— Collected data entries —
*** Block opens ***

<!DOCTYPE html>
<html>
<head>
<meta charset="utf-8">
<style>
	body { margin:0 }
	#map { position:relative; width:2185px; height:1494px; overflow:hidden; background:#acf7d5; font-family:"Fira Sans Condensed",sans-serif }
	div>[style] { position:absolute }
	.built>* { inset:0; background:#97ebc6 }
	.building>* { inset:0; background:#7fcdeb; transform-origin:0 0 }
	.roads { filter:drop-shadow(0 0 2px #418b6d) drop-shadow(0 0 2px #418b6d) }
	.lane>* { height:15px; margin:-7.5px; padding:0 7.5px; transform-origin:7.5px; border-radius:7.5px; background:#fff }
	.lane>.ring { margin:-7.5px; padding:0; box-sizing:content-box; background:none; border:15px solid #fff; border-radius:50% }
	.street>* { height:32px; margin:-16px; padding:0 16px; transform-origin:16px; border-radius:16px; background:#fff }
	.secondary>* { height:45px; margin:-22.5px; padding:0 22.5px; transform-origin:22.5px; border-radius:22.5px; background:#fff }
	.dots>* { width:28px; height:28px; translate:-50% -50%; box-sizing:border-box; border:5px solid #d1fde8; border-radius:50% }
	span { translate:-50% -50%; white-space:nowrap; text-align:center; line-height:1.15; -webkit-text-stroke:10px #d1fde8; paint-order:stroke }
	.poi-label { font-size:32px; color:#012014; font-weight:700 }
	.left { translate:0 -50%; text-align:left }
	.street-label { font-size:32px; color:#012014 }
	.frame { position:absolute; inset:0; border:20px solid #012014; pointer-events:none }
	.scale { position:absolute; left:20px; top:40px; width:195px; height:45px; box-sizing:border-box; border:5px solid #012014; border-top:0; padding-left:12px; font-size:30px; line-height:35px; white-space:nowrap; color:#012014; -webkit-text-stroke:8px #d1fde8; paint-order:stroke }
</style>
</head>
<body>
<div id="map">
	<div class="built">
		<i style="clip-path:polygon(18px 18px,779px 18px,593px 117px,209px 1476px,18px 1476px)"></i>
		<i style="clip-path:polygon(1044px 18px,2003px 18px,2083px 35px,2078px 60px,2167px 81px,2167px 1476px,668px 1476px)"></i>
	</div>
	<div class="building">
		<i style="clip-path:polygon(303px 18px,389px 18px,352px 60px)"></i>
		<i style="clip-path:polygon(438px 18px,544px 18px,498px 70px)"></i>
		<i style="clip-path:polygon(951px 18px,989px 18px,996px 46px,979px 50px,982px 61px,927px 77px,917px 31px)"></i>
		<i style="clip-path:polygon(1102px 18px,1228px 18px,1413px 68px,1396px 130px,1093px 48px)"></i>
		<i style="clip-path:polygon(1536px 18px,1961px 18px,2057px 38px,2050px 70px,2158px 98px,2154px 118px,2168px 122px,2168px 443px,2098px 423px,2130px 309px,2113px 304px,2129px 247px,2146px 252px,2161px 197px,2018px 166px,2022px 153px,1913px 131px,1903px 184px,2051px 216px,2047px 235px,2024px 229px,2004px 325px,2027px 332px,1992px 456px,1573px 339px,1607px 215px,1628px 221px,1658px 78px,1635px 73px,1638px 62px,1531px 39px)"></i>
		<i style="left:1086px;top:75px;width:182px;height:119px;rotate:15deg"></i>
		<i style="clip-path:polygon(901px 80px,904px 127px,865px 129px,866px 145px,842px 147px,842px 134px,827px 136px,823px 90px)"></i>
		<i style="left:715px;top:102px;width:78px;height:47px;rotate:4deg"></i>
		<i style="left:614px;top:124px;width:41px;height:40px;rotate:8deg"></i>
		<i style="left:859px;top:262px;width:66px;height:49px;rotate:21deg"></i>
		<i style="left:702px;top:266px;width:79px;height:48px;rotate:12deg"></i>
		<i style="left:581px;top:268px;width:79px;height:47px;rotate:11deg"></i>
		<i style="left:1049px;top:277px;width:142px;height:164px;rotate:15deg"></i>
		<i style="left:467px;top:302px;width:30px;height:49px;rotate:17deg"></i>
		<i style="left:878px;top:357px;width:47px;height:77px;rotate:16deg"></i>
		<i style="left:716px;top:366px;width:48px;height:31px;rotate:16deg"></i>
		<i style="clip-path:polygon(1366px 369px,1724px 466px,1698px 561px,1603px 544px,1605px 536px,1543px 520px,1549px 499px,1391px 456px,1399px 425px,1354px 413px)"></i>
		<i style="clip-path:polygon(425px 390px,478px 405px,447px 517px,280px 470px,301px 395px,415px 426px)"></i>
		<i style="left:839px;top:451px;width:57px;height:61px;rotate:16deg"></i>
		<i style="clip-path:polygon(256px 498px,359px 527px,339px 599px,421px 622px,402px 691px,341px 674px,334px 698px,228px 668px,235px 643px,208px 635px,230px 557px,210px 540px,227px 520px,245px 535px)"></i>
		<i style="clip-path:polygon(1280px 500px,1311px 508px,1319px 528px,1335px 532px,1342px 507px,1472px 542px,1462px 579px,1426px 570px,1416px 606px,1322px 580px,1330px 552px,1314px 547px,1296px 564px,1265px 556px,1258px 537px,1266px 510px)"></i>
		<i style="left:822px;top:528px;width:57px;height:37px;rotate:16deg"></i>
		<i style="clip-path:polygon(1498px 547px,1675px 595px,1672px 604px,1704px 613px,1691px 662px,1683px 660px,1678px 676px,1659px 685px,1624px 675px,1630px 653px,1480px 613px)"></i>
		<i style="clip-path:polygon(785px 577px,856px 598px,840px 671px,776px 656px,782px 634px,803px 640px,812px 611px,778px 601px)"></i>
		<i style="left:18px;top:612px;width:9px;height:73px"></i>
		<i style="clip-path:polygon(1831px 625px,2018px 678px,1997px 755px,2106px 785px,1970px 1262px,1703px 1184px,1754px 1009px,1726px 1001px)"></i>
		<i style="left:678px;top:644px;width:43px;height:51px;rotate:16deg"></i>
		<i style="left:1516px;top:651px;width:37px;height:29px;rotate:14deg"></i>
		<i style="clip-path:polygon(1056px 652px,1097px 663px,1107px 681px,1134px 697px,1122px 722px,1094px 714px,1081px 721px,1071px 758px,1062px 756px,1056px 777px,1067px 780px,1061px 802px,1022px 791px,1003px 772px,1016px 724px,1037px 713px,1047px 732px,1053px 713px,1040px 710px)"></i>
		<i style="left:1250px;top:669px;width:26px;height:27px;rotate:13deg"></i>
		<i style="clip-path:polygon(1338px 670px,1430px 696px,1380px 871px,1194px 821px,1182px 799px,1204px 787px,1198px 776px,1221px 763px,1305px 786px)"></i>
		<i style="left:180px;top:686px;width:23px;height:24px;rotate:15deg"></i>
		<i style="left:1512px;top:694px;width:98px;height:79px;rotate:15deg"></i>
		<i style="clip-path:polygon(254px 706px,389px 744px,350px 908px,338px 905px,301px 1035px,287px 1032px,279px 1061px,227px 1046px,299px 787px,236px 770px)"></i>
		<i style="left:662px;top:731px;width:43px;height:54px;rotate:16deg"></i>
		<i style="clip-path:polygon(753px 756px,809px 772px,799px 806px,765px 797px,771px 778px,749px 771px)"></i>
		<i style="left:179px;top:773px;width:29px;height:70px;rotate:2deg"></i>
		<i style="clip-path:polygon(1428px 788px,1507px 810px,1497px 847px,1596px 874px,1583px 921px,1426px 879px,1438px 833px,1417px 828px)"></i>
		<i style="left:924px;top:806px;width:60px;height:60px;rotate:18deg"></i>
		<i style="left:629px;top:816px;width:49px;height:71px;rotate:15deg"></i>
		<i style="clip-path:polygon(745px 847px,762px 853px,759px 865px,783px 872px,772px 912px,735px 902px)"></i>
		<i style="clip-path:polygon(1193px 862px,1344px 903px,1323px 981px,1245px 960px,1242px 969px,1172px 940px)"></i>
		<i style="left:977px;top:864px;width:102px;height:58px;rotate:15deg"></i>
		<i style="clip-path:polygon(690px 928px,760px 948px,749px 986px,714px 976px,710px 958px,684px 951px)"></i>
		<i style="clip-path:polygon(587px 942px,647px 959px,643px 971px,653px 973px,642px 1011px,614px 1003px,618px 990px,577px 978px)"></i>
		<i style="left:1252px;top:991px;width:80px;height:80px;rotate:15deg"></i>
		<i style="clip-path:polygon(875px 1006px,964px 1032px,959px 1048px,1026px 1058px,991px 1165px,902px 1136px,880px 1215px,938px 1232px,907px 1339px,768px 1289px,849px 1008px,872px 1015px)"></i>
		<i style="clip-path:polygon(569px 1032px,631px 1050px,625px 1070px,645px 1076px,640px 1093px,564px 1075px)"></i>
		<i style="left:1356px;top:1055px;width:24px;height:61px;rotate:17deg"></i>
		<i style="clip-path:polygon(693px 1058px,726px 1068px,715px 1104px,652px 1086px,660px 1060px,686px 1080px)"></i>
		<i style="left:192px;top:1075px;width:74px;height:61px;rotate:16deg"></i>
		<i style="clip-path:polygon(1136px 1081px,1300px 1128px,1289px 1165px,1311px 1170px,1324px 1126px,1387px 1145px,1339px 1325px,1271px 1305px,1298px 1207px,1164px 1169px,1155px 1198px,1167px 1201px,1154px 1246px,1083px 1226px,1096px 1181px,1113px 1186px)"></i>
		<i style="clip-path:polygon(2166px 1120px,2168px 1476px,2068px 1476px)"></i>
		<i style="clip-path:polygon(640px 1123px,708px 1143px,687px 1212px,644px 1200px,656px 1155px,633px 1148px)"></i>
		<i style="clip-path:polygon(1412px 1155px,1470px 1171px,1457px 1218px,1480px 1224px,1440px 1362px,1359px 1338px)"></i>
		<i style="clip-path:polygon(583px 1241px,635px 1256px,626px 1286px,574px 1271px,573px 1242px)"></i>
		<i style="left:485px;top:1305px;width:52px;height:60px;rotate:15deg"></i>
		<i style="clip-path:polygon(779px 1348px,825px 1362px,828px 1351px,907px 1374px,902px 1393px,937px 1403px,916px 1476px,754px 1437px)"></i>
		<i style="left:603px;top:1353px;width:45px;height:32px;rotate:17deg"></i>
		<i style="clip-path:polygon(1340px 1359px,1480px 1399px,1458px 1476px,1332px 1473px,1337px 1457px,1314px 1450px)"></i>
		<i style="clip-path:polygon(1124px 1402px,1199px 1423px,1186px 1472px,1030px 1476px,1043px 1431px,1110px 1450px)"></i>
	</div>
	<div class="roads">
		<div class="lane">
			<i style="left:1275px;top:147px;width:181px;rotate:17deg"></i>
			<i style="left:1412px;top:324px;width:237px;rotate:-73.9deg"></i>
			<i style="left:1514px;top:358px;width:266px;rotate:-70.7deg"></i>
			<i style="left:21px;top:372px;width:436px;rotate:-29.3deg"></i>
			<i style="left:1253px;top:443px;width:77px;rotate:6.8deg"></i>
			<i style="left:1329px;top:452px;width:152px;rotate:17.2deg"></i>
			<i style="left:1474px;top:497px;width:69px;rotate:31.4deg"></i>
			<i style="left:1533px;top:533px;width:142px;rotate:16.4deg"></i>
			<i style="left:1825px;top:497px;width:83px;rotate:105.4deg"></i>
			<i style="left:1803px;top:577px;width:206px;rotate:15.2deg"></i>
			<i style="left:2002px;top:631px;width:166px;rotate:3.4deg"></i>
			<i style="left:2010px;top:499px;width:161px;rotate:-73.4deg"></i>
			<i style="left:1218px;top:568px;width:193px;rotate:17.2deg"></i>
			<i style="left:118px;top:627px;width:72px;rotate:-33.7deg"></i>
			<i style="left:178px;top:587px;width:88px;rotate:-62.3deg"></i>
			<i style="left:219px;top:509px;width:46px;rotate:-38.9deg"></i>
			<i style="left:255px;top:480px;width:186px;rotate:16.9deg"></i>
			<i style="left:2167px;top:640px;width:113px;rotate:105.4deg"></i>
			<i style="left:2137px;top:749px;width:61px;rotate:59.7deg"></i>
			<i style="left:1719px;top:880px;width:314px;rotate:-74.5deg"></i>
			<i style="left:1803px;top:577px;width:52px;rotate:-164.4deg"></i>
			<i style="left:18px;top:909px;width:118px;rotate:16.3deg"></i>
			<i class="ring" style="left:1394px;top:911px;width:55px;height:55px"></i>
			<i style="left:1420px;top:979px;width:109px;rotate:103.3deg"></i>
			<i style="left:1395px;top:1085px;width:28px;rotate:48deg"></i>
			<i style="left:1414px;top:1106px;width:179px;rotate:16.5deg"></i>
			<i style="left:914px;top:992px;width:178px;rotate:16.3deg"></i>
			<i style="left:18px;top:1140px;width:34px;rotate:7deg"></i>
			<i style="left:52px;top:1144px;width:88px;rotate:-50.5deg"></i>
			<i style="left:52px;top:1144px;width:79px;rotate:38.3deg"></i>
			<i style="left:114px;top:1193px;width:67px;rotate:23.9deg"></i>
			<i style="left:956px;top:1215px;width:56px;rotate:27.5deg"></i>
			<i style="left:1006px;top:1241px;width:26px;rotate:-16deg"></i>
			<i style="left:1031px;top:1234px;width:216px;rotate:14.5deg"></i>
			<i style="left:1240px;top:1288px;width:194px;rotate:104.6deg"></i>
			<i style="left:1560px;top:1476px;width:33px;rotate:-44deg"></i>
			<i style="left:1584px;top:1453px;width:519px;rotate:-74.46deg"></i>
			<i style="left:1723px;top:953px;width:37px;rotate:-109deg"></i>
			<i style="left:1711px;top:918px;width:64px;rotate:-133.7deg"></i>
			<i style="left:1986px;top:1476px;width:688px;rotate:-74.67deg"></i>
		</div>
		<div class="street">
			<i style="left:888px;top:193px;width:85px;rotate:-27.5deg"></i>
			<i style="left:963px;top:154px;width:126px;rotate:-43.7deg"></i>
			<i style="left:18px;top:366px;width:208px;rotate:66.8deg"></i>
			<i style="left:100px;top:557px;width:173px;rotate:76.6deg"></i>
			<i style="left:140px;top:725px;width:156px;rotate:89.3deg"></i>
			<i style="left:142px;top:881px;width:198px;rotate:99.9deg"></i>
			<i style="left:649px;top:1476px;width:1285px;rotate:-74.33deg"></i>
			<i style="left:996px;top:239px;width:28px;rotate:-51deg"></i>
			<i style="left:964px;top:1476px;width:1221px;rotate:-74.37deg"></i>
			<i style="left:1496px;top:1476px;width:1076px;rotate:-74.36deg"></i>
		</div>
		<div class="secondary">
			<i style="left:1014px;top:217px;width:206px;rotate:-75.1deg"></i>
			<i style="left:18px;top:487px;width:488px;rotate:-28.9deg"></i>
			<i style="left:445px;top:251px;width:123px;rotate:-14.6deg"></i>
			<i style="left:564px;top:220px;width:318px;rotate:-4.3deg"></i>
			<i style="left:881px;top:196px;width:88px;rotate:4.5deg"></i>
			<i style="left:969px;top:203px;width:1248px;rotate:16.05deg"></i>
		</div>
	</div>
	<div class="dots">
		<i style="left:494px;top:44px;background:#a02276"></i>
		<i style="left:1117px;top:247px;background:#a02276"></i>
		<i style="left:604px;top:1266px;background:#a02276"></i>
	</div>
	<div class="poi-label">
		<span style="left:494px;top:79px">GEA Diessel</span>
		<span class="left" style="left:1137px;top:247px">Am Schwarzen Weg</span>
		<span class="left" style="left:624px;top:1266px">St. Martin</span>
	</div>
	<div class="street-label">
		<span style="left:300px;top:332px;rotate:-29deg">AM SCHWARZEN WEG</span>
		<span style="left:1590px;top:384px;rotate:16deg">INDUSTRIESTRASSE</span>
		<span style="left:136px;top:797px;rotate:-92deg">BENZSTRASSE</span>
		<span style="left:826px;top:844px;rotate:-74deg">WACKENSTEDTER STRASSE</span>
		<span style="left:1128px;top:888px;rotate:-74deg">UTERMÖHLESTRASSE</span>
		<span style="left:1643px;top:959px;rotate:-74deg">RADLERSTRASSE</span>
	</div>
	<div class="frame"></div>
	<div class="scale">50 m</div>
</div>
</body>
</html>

*** Block closes ***

— What this task involves —
Reproduce exactly the lines above from the line with "translate:-50% -50%; white-space:nowrap;" to the line with "font-size:32px; color:#012014; font-weight:700", including both, and add nothing.

— Task result —
	span { translate:-50% -50%; white-space:nowrap; text-align:center; line-height:1.15; -webkit-text-stroke:10px #d1fde8; paint-order:stroke }
	.poi-label { font-size:32px; color:#012014; font-weight:700 }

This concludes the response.